TASK INSTRUCTIONS.
Which lines of the data below include the string "image"? Return each of them.

☆ ☆ ☆ ☆ ☆ ☆ ☆

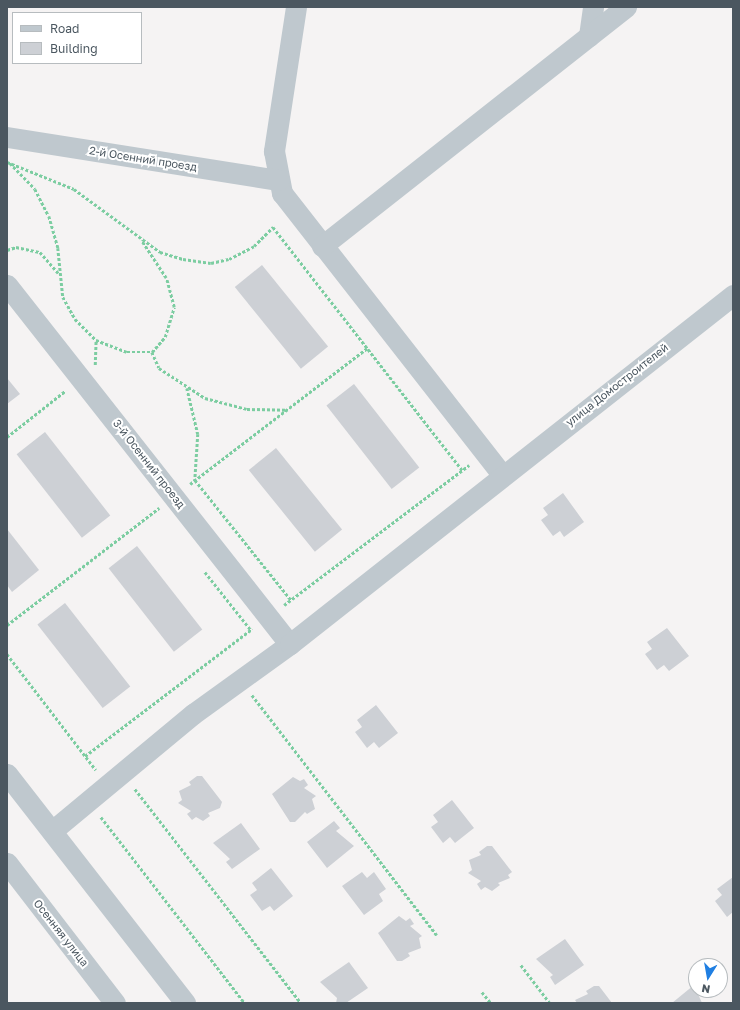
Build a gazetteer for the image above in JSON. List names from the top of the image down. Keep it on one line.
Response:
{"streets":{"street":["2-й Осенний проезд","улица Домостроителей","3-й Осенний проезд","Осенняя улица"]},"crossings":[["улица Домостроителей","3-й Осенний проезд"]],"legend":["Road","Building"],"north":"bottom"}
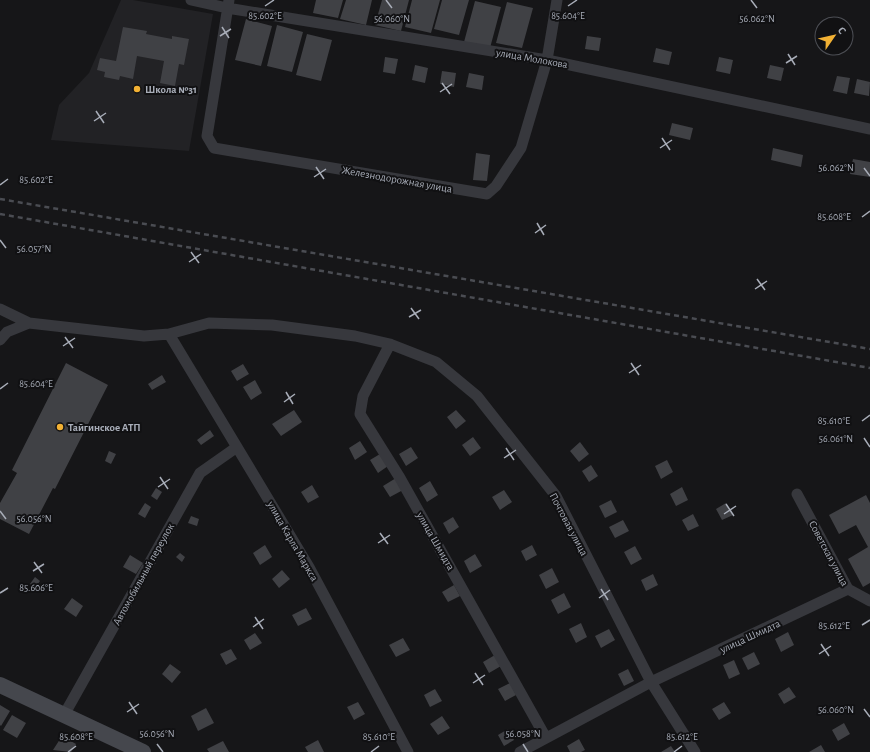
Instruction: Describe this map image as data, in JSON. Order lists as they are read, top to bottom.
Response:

☆ ☆ ☆ ☆ ☆ ☆ ☆

RESPONSE.
Build a gazetteer for the image above in JSON. List names from the top of the image down. Keep it on one line.
Instruction: Describe this map image as data, in JSON. Order lists as they are read, top to bottom.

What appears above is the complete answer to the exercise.